Stock Price Prediction Using Machine Learning
This project demonstrates the application of machine learning to predict stock prices, using the Tesla stock dataset. The goal is to predict whether buying a stock on a given day will be profitable based on historical stock data. Several machine learning models are trained and evaluated to identify the best-performing model.
The dataset used for this project is Tesla stock price data, including OHLC (Open, High, Low, Close) prices and trading volume from January 1, 2010, to December 31, 2017. This data is available in CSV format.
- Open: Opening price of the stock for the day.
- High: Highest price of the stock during the day.
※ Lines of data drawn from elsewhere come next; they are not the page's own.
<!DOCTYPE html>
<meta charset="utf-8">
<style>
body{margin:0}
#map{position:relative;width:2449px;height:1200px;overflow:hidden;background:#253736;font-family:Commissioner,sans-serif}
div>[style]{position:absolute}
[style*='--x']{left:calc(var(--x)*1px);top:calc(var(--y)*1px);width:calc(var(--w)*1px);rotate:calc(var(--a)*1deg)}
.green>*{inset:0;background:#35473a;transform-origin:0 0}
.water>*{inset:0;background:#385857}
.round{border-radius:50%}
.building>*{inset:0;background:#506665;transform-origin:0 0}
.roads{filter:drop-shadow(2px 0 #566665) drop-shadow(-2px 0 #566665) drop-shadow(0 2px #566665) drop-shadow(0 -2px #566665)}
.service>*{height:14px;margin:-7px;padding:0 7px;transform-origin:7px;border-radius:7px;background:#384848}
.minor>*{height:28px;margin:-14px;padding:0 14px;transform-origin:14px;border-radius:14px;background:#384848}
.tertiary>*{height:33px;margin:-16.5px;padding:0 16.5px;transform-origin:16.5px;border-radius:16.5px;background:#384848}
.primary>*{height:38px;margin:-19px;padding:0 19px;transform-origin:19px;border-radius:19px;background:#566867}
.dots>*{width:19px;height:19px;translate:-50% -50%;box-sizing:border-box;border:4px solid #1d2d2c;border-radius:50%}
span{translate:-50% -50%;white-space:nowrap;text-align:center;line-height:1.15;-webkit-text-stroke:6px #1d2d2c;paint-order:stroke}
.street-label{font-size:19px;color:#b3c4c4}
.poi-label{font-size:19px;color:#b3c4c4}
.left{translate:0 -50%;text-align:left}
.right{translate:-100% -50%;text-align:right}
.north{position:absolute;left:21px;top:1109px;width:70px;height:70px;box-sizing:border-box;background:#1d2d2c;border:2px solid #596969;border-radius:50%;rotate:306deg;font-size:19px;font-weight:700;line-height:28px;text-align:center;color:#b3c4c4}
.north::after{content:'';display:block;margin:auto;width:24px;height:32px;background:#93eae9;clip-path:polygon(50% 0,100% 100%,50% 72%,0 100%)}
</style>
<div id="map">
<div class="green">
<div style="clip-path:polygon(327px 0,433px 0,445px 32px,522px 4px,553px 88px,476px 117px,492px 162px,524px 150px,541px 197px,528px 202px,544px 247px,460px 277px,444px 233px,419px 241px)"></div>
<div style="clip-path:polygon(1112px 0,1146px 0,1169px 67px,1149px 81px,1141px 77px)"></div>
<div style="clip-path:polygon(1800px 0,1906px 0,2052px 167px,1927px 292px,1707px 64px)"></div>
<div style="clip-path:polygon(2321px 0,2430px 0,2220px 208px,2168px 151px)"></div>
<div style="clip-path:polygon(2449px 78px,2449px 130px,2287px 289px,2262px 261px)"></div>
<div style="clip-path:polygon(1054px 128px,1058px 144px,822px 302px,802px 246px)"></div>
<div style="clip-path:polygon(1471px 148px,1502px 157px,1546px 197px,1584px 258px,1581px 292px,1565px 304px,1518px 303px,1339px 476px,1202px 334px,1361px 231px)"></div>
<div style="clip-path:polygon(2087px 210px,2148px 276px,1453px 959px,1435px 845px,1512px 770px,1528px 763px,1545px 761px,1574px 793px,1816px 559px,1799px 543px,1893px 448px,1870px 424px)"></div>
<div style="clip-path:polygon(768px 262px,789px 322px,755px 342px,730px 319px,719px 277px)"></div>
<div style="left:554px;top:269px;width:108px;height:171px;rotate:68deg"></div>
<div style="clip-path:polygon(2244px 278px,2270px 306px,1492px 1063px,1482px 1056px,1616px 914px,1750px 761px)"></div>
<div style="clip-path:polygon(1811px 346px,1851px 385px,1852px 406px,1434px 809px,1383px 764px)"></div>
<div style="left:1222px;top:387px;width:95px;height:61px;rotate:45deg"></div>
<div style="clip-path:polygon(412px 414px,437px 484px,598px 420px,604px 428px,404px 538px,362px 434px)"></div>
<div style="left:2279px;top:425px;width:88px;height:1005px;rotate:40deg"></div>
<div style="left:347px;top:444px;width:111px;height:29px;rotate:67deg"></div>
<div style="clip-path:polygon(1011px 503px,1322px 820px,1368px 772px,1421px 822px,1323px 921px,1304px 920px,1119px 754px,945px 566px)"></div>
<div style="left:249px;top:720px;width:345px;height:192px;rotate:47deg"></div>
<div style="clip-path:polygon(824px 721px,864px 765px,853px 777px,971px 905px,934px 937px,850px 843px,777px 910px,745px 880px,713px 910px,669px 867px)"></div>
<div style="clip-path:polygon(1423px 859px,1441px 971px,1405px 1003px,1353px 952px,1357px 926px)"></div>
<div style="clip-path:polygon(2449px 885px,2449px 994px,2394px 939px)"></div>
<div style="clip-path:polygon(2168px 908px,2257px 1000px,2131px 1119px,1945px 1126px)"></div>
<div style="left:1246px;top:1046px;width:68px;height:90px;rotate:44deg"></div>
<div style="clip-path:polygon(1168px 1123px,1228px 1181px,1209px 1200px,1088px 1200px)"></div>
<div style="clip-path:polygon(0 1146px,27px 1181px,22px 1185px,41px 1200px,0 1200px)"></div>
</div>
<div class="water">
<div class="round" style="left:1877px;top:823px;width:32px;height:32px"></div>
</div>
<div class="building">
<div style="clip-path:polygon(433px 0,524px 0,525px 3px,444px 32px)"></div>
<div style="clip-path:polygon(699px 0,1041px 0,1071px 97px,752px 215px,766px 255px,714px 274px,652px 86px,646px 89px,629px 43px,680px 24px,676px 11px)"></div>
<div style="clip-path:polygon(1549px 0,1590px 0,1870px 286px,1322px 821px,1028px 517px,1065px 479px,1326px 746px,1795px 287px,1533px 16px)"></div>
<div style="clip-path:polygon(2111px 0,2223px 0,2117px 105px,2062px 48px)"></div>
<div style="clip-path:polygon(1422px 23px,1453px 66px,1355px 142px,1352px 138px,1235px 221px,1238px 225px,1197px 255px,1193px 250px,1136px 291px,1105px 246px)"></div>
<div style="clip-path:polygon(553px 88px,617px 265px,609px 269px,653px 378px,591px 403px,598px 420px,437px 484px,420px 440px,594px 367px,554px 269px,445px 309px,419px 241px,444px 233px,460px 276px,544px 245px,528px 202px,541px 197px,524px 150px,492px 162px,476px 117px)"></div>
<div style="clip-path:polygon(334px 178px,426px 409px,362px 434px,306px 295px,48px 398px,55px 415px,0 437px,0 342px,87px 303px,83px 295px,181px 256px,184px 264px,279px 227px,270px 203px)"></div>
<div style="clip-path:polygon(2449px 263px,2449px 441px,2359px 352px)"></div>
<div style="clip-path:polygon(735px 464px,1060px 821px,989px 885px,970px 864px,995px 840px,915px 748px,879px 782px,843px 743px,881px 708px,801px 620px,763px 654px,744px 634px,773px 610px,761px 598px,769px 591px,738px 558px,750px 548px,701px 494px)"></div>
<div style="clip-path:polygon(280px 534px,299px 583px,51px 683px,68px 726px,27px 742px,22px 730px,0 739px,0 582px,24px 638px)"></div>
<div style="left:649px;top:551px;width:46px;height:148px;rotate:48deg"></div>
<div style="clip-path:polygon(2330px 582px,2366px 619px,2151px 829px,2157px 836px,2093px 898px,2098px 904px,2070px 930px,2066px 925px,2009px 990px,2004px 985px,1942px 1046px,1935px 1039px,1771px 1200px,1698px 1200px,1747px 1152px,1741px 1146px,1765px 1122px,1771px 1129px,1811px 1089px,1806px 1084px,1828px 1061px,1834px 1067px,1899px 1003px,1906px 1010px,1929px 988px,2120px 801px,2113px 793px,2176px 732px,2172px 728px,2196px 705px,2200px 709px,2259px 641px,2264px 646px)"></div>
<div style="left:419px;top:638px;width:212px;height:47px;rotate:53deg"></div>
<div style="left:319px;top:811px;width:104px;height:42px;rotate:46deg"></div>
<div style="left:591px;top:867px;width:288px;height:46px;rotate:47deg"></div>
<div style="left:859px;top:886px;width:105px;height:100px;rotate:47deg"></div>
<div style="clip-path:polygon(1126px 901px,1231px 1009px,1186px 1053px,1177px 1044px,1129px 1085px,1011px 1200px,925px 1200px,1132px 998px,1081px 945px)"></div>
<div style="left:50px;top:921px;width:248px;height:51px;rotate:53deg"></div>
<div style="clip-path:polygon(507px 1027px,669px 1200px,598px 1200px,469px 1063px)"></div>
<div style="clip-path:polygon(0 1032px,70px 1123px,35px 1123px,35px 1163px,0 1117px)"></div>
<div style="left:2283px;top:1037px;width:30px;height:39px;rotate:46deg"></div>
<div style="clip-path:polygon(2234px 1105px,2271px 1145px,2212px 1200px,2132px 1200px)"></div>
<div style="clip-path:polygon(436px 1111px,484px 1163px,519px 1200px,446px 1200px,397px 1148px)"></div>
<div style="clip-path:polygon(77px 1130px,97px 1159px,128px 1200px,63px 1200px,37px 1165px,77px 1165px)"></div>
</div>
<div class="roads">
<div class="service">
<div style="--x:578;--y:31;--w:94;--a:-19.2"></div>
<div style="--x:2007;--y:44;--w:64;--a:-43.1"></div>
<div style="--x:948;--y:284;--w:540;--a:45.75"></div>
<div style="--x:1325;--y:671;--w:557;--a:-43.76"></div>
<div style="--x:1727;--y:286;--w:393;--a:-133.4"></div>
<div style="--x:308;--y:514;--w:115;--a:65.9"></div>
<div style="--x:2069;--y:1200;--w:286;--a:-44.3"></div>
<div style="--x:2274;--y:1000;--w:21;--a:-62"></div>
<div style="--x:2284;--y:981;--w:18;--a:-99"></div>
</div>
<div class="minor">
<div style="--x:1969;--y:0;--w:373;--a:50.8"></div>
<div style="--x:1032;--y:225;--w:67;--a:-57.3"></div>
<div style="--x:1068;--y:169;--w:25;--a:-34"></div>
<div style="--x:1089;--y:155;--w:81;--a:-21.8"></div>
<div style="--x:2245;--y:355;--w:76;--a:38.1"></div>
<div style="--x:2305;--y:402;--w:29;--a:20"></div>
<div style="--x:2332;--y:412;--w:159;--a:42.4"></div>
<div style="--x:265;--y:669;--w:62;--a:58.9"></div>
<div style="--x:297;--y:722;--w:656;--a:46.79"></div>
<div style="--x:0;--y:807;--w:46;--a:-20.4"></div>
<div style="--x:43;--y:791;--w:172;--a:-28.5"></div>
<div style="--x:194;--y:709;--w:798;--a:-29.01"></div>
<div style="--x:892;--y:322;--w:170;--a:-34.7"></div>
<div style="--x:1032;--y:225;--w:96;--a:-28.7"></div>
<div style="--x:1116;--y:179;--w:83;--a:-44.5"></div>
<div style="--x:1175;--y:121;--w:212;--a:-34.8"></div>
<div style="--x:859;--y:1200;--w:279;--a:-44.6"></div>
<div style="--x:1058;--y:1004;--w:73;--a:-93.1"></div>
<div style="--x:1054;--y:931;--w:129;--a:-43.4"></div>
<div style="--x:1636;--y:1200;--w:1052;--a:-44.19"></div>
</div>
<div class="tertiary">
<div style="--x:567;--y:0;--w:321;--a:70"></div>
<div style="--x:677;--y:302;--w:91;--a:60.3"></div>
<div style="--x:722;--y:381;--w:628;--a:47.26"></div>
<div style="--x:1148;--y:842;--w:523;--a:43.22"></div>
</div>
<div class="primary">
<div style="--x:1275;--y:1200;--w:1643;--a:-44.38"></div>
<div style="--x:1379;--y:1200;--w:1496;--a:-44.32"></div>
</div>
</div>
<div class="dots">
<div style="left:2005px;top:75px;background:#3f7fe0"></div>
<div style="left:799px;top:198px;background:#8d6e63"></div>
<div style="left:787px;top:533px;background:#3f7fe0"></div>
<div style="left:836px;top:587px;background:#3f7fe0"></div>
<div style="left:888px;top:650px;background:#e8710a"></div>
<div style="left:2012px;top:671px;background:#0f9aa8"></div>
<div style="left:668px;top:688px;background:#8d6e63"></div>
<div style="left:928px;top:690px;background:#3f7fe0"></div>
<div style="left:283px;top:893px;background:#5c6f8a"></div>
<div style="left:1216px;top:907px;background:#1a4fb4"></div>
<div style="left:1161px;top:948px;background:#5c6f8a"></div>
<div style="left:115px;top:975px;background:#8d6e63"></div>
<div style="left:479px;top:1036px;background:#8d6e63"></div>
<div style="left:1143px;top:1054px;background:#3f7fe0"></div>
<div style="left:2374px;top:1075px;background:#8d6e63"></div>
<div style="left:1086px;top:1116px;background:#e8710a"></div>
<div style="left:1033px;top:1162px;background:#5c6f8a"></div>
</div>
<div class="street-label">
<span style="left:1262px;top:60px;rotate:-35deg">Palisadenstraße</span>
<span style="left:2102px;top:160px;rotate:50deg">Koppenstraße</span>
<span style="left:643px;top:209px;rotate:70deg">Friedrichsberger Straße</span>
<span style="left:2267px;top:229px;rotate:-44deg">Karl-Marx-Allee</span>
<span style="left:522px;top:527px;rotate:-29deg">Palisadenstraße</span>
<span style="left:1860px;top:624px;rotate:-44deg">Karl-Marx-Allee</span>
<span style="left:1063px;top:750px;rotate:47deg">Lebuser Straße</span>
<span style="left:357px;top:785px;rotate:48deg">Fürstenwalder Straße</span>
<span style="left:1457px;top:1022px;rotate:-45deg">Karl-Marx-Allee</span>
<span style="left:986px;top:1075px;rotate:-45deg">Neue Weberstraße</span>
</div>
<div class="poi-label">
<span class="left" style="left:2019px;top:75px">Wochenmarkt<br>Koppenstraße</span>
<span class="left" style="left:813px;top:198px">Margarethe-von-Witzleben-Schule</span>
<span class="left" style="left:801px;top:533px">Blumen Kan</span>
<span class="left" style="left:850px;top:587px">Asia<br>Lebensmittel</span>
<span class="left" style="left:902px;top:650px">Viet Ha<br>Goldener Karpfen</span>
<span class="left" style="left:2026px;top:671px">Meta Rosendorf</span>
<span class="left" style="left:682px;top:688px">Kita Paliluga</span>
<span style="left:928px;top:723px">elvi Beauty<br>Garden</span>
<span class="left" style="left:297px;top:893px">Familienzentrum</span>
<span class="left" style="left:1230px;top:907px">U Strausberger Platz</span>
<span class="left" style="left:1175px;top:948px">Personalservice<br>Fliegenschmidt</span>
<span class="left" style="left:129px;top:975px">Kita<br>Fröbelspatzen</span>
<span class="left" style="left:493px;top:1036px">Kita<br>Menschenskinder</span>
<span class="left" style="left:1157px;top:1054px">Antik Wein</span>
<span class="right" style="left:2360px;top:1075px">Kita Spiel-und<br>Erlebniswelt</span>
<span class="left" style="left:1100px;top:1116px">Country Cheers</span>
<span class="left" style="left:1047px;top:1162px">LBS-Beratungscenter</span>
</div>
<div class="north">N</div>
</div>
- Low: Lowest price of the stock during the day.
- Close: Closing price of the stock for the day.
- Volume: Total number of shares traded.
- is_quarter_end: Indicates whether the date is the end of a financial quarter.
- open-close: Difference between the opening and closing prices.
- low-high: Difference between the lowest and highest prices.
- target: Binary target feature (1 for profitable, 0 for not profitable) indicating whether the closing price for the next day will be higher than the current day.
.
├── data/
│ └── Tesla.csv # Dataset file
├── src/
│ └── stock_price_prediction.py # Main script to run the model
├── notebooks/
│ └── EDA.ipynb # Jupyter notebook with Exploratory Data Analysis (EDA)
├── README.md # Project documentation (this file)
└── requirements.txt # Required Python libraries
- Pandas: For data manipulation and analysis.
- NumPy: For numerical operations.
- Matplotlib/Seaborn: For data visualization.
- Scikit-learn: For data preprocessing, model building, and evaluation.
- XGBoost: For the extreme gradient boosting machine learning algorithm.
EDA is performed to explore stock price trends and identify useful patterns:
- Visualized the closing price trend of Tesla stocks.
- Checked for missing values and redundant data.
- Explored the distribution and outliers of continuous variables (OHLC and Volume).
- Added new features derived from existing ones (such as quarter-end indicator, open-close difference, etc.).
- Created new features like:
- open-close: Difference between opening and closing price.
- low-high: Difference between lowest and highest price.
- is_quarter_end: Feature indicating if the day was the end of a financial quarter.
- The
target
column was created to signal whether the stock price would increase the next day.
Three machine learning models were trained on the dataset:
- Logistic Regression
- Support Vector Machine (SVM)
- XGBoost
The models were evaluated based on the ROC-AUC score on both the training and validation sets. The XGBoost model performed best in terms of training accuracy, but overfitted the data. Logistic Regression was more balanced between training and validation performance.
Model | Training ROC-AUC | Validation ROC-AUC |
---|---|---|
Logistic Regression | 0.52 | 0.54 |
Support Vector Machine | 0.47 | 0.45 |
XGBoost | 0.96 | 0.57 |
The XGBoost model had the highest training accuracy but showed signs of overfitting.
Ensure you have Python 3.x installed and install the required packages:
pip install -r requirements.txt
- Clone this repository:
git clone https://github.com/username/stock_prediction.git cd stock-price-prediction
- Place the dataset (
Tesla.csv
) in thedata/
directory. - Run the main script:
python src/stock_price_prediction.py
The script will output the ROC-AUC score and display a confusion matrix for the selected model (Logistic Regression, SVM, or XGBoost).
This project applies machine learning to predict stock prices using Tesla stock data. While XGBoost performed the best on the training set, logistic regression provided more balanced performance across both training and validation sets.
- Collect more recent data to improve model training and accuracy.
- Tune hyperparameters for better performance and reduce overfitting.
- Experiment with more advanced machine learning or deep learning models.